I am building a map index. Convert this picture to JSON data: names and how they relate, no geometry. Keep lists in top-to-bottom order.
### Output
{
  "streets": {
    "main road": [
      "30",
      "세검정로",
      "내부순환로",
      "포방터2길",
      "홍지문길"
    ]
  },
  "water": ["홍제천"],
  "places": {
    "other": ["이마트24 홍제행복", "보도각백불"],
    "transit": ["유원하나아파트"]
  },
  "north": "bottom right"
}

········

Print again each line of the listing above, exactly as it appears.

I am building a map index. Convert this picture to JSON data: names and how they relate, no geometry. Keep lists in top-to-bottom order.
### Output
{
  "streets": {
    "main road": [
      "30",
      "세검정로",
      "내부순환로",
      "포방터2길",
      "홍지문길"
    ]
  },
  "water": ["홍제천"],
  "places": {
    "other": ["이마트24 홍제행복", "보도각백불"],
    "transit": ["유원하나아파트"]
  },
  "north": "bottom right"
}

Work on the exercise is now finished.